TASK DESCRIPTION: Scan the lines below for the string "stream". Reply with how many match, and no other words.

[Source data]
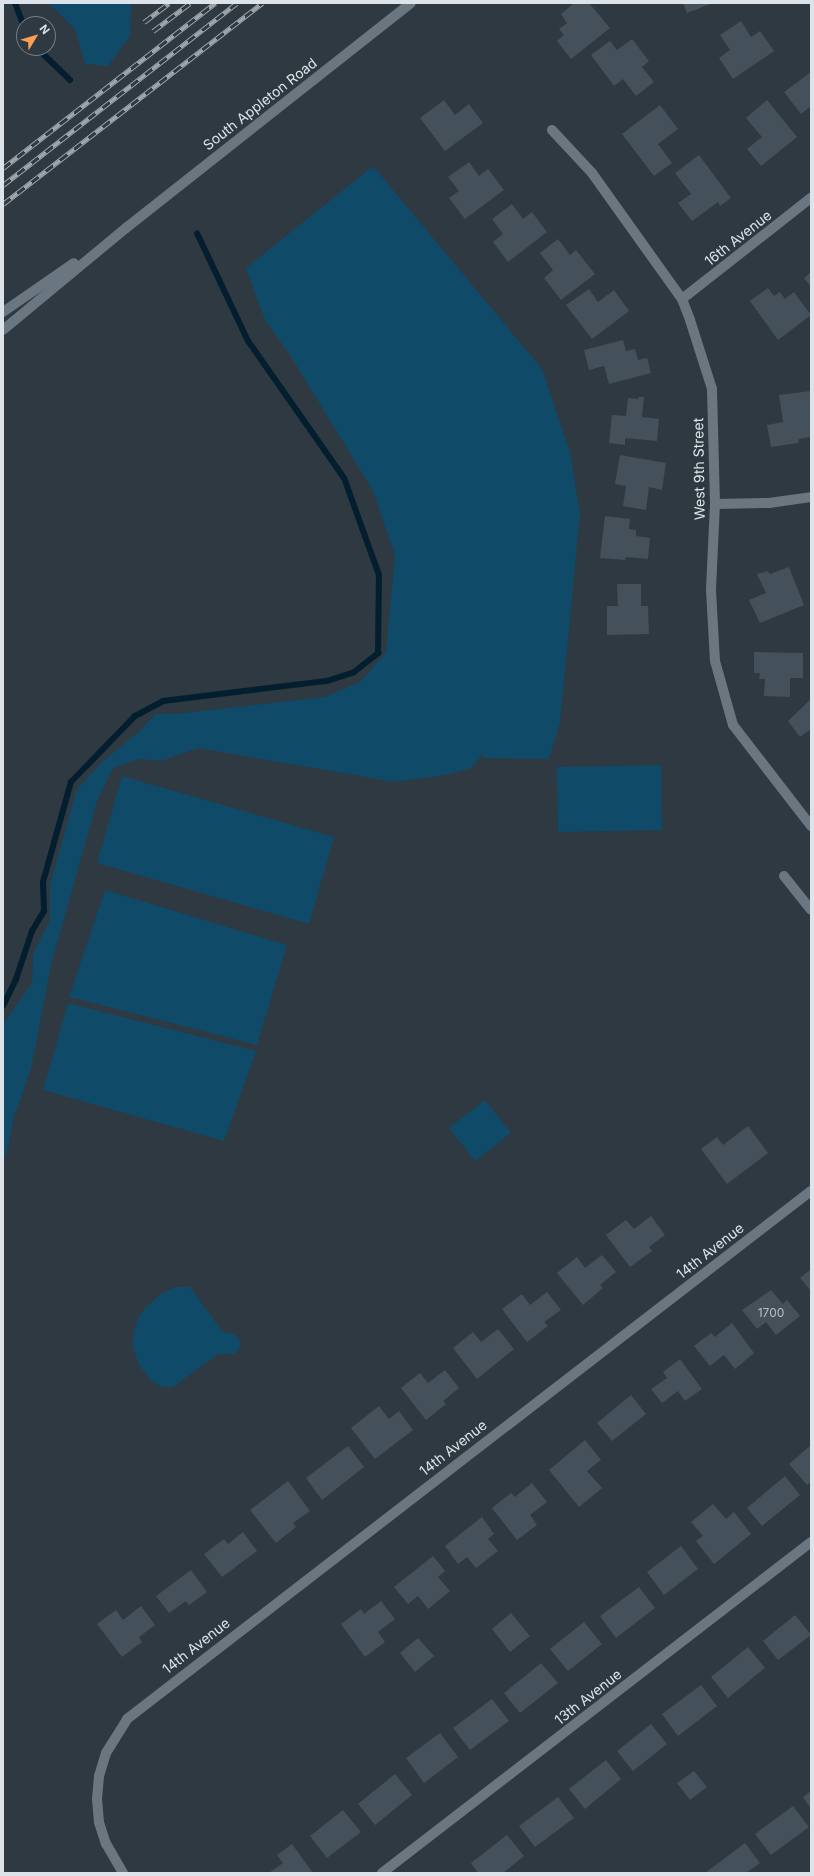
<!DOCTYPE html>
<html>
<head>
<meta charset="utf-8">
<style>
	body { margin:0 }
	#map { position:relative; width:814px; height:1876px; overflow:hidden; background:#2e3941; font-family:Inter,sans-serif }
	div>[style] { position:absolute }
	.green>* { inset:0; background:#104a69 }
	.stream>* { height:6px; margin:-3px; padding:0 3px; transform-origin:3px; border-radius:3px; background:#031e2e }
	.building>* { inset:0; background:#45515a }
	.service>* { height:10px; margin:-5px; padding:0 5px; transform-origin:5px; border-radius:5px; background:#6a7780 }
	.minor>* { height:10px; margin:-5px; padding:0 5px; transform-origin:5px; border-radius:5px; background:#6a7780 }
	.secondary>* { height:10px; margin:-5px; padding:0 5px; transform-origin:5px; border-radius:5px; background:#6a7780 }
	.rail>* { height:4.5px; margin-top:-2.25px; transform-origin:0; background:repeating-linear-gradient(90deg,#2e3941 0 9px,#9ea7ad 0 18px); box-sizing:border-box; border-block:1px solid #9ea7ad }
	span { translate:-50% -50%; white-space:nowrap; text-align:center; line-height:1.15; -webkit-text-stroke:3px #2e3941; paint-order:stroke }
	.number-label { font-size:12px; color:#b6bfc5 }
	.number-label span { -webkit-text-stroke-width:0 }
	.street-label { font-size:14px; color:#dce4e9 }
	.frame { position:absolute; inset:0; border:4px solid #dce4e9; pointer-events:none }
	.north { position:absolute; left:16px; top:16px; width:40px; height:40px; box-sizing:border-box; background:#2e3941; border:1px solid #747d84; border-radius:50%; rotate:52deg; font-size:11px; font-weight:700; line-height:16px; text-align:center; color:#dce4e9 }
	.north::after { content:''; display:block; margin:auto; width:14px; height:18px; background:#fc9e52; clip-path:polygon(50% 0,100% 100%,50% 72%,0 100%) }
</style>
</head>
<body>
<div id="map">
	<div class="green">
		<div style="clip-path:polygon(48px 3px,131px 3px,130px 36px,108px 66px,85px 64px,75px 29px)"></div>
		<div style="clip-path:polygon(373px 166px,542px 369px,570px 452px,580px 513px,560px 722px,549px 759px,482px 758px,484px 752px,471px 768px,446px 775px,394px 782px,198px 748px,161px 761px,138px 759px,113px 768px,97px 801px,51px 965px,31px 1069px,14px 1116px,6px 1156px,3px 1155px,3px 1024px,32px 983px,33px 954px,50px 920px,50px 885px,77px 789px,102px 762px,143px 728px,155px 714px,176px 714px,325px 697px,360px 682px,386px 652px,395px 555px,373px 491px,290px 355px,265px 320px,246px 268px)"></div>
		<div style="clip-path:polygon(661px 765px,662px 830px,558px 832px,557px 767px)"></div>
		<div style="clip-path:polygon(122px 776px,334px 837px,309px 924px,97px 863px)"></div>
		<div style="clip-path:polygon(105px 890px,287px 945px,257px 1045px,69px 997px)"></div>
		<div style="clip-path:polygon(68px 1003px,256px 1051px,224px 1141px,43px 1090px)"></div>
		<div style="clip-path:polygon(485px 1100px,511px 1133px,475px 1161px,449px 1128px)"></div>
		<div style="clip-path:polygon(175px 1287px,190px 1287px,222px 1331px,234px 1334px,241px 1342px,239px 1349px,234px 1354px,218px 1354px,173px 1387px,162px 1387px,154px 1383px,140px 1367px,133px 1348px,133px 1337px,138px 1317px,146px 1307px,161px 1294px)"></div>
	</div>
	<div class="stream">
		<div style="left:15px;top:3px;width:25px;rotate:69deg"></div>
		<div style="left:37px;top:48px;width:46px;rotate:44.1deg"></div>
		<div style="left:3px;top:1006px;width:30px;rotate:-64deg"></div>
		<div style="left:16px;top:979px;width:51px;rotate:-71.6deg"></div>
		<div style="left:32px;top:931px;width:23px;rotate:-59deg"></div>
		<div style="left:44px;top:911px;width:29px;rotate:-92deg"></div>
		<div style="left:43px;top:882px;width:104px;rotate:-74.4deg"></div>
		<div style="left:71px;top:782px;width:92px;rotate:-45.9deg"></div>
		<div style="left:135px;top:716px;width:32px;rotate:-28deg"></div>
		<div style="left:163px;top:701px;width:165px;rotate:-7deg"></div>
		<div style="left:327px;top:681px;width:28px;rotate:-18deg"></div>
		<div style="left:354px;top:672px;width:31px;rotate:-38deg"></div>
		<div style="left:378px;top:653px;width:78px;rotate:-89.3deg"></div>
		<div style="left:379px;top:575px;width:103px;rotate:-109.8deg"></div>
		<div style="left:344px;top:478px;width:167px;rotate:-125deg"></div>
		<div style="left:248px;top:341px;width:119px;rotate:-115.3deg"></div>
	</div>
	<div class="building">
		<div style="clip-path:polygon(574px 3px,589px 3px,610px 28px,571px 59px,557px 41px,564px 35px,559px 29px,567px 23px,561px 14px)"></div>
		<div style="clip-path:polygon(683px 3px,713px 3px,687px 13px)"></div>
		<div style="clip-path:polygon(741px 21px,751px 37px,760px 31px,774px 51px,733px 79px,719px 58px,730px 50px,720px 35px)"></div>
		<div style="clip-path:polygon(632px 39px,649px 61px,642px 67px,654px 82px,636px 96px,623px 79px,614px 86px,591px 55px,610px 41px,617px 50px)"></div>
		<div style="clip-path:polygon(811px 72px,811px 106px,801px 114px,784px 92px)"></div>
		<div style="clip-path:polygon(444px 100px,455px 115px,469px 104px,483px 123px,445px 151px,420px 118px)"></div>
		<div style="clip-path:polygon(767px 100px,797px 137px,761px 166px,747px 149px,762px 137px,746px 118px)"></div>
		<div style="clip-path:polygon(660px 105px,678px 129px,658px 144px,672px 163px,654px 176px,622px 134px)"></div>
		<div style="clip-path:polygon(699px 155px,731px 198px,720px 206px,718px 202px,692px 221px,678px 203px,691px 194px,675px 173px)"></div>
		<div style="clip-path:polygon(469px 162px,479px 176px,488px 169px,504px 190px,465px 219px,449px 198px,459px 191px,448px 177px)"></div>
		<div style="clip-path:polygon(512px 204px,523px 219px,532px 212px,547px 232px,508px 262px,493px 242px,503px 234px,492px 219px)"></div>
		<div style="clip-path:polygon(558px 239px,570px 255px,576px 250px,595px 274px,561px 300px,544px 278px,553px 270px,540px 253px)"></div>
		<div style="clip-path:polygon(811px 272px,811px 287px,804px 278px)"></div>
		<div style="clip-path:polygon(768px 288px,774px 296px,780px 292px,785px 299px,794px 292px,811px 315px,778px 340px,750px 301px)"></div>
		<div style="clip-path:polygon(589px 289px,598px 302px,614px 290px,629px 311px,592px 339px,566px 305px)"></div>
		<div style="clip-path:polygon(623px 340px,626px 351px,635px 349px,638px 360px,647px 358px,651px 373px,609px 384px,604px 366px,589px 370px,584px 350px)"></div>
		<div style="clip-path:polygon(811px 391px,811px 437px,799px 439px,798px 443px,771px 447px,767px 425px,783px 422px,779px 395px)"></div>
		<div style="clip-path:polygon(639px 397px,644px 397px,642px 417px,659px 419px,657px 441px,625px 438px,625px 445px,609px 443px,612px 415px,626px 416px,628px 398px,638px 399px)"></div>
		<div style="clip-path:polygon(620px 455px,666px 463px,662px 490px,649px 487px,646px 510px,623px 506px,626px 486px,615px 484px)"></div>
		<div style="clip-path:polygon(605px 516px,630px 519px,629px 529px,636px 530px,636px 536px,650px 538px,648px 559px,626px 557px,625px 560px,600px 558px)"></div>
		<div style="clip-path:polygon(789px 567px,804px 605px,760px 623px,749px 600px,766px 593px,757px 574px,768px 571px,770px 574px)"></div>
		<div style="clip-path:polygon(617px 584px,641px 584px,641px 606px,648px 606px,649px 634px,607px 635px,607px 606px,618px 606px)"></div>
		<div style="clip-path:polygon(754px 652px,803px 653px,803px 678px,790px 678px,790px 697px,764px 696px,765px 679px,759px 679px,760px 673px,754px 673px)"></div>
		<div style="clip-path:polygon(811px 699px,811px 729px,800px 737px,788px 721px)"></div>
		<div style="clip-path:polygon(748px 1126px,768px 1153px,727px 1184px,701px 1149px,717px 1137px,723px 1145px)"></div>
		<div style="clip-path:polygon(651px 1216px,665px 1235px,649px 1247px,652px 1251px,630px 1267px,606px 1235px,626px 1220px,634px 1229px)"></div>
		<div style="clip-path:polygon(602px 1255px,616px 1272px,600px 1285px,603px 1288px,583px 1305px,557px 1273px,577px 1257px,585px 1268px)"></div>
		<div style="clip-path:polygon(811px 1269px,811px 1291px,800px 1278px)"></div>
		<div style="clip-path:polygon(771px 1290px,783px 1304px,787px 1300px,800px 1316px,776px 1335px,766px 1322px,757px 1329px,742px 1310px)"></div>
		<div style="clip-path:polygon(547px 1292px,561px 1310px,544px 1322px,548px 1326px,527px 1342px,502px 1309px,522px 1294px,530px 1305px)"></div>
		<div style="clip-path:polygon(732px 1323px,754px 1353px,735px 1369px,724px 1355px,710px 1366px,694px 1346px,711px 1333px,715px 1337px)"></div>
		<div style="clip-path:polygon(498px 1329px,514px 1349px,477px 1379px,453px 1348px,473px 1332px,481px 1342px)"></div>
		<div style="clip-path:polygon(680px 1359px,702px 1389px,685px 1401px,678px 1391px,662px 1403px,651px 1389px,667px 1378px,663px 1372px)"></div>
		<div style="clip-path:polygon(445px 1370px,459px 1388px,443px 1401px,446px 1404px,426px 1420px,401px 1388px,420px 1373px,428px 1383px)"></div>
		<div style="clip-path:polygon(631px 1395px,646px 1414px,612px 1441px,597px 1423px)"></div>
		<div style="clip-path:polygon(379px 1406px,389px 1419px,399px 1411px,413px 1430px,375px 1459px,351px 1428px)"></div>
		<div style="clip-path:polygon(585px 1440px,601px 1460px,587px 1471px,602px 1488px,579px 1507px,549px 1470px)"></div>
		<div style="clip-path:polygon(811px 1445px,811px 1482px,807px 1485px,789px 1464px)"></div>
		<div style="clip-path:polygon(348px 1446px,364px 1467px,322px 1500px,306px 1478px)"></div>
		<div style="clip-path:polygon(785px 1476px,800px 1495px,762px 1526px,747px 1508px)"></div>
		<div style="clip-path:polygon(288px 1481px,310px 1511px,293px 1523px,296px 1527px,276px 1543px,250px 1510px)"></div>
		<div style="clip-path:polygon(532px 1483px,547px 1502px,530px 1515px,537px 1525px,517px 1540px,492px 1508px,511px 1493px,515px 1497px)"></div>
		<div style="clip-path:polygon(713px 1504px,726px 1519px,734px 1512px,751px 1534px,714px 1564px,696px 1541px,703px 1536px,691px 1522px)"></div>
		<div style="clip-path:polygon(482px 1517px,494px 1534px,488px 1539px,498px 1551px,476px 1568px,467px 1557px,458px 1564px,445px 1546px)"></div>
		<div style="clip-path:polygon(243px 1532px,257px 1551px,222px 1577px,204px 1554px,224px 1539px,228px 1544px)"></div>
		<div style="clip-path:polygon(681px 1546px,698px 1569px,664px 1595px,647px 1572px)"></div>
		<div style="clip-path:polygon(433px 1556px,445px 1571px,438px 1577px,450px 1591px,428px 1609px,418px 1596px,408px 1604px,394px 1587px)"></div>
		<div style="clip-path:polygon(191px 1570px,207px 1592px,189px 1605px,186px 1601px,169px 1613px,156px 1596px)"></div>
		<div style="clip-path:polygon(639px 1587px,655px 1608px,616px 1638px,600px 1616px)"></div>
		<div style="clip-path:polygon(381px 1601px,395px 1619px,378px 1632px,385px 1642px,365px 1657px,341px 1624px,361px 1609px,364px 1614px)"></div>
		<div style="clip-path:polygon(141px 1606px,155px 1625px,139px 1637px,142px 1642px,122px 1657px,97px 1624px,116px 1610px,123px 1620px)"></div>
		<div style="clip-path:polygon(511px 1613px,530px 1636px,510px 1652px,492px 1629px)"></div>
		<div style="clip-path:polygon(795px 1615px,811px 1635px,778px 1660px,763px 1641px)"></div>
		<div style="clip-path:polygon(584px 1622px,602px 1644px,568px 1671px,550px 1649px)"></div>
		<div style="clip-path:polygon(418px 1638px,434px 1656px,415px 1672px,400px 1653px)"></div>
		<div style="clip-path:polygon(748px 1647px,765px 1668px,728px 1698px,711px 1677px)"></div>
		<div style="clip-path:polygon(541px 1663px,558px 1683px,520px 1713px,504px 1693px)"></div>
		<div style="clip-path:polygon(701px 1685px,717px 1706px,678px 1736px,662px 1714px)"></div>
		<div style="clip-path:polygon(492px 1699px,509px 1721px,470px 1750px,453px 1728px)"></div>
		<div style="clip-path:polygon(651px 1724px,667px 1744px,633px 1771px,617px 1751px)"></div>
		<div style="clip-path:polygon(440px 1733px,458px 1757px,424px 1783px,406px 1758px)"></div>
		<div style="clip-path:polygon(606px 1760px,621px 1779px,585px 1809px,569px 1789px)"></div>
		<div style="clip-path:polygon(694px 1771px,707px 1787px,690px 1800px,677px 1783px)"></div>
		<div style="clip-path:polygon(395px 1774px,412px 1795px,375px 1825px,358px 1804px)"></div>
		<div style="clip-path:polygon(811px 1791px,811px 1809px,803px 1797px)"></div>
		<div style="clip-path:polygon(558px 1797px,574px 1818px,535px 1847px,519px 1826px)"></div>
		<div style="clip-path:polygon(793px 1806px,809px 1827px,771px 1855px,755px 1834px)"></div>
		<div style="clip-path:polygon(343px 1810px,361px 1832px,327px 1858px,310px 1836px)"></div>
		<div style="clip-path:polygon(507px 1835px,524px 1856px,503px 1873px,478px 1873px,471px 1863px)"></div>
		<div style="clip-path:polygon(745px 1843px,760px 1863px,746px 1873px,705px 1873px)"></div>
		<div style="clip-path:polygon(292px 1844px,313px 1873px,269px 1873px,283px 1863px,277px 1855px)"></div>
	</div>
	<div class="service">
		<div style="left:784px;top:876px;width:43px;rotate:51.5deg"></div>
	</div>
	<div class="minor">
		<div style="left:552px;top:130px;width:59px;rotate:47.1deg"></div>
		<div style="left:592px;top:173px;width:155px;rotate:54.5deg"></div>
		<div style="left:682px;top:299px;width:22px;rotate:69deg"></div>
		<div style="left:690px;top:320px;width:72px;rotate:72.3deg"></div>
		<div style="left:712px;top:389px;width:115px;rotate:88.5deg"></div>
		<div style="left:715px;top:504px;width:86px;rotate:92.7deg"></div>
		<div style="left:711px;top:590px;width:71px;rotate:86.8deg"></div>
		<div style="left:715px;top:661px;width:66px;rotate:74.3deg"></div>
		<div style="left:733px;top:725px;width:128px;rotate:52.3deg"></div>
		<div style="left:682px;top:299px;width:164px;rotate:-38.1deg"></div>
		<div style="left:715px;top:504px;width:54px;rotate:-1.1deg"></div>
		<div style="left:769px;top:503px;width:42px;rotate:-8.1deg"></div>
		<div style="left:123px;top:1873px;width:34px;rotate:-120deg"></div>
		<div style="left:106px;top:1844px;width:23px;rotate:-108deg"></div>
		<div style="left:99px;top:1822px;width:23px;rotate:-95deg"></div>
		<div style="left:97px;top:1799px;width:23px;rotate:-85deg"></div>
		<div style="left:99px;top:1776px;width:24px;rotate:-73deg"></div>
		<div style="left:106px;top:1753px;width:40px;rotate:-58deg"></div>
		<div style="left:127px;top:1719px;width:864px;rotate:-37.67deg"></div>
		<div style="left:382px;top:1873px;width:542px;rotate:-37.65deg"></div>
	</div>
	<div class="secondary">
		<div style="left:3px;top:312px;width:86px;rotate:-34.6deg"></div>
		<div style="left:3px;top:330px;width:160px;rotate:-39.7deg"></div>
		<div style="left:126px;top:228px;width:363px;rotate:-38.3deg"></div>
	</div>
	<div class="rail">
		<div style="left:144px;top:22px;width:31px;rotate:-37deg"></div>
		<div style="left:153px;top:31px;width:46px;rotate:-37.1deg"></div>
		<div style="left:3px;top:168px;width:269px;rotate:-37.9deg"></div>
		<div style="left:3px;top:185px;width:296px;rotate:-37.9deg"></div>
		<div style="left:3px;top:204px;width:328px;rotate:-37.8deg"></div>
	</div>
	<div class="number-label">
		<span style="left:771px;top:1313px">1700</span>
	</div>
	<div class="street-label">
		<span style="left:260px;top:104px;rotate:-38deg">South Appleton Road</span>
		<span style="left:738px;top:238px;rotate:-38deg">16th Avenue</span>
		<span style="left:699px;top:469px;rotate:-91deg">West 9th Street</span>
		<span style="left:710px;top:1251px;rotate:-38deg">14th Avenue</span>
		<span style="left:453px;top:1448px;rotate:-38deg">14th Avenue</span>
		<span style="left:196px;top:1646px;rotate:-38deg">14th Avenue</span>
		<span style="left:588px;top:1697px;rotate:-38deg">13th Avenue</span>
	</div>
	<div class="frame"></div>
	<div class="north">N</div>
</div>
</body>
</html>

ANSWER FOR THIS EXERCISE: 2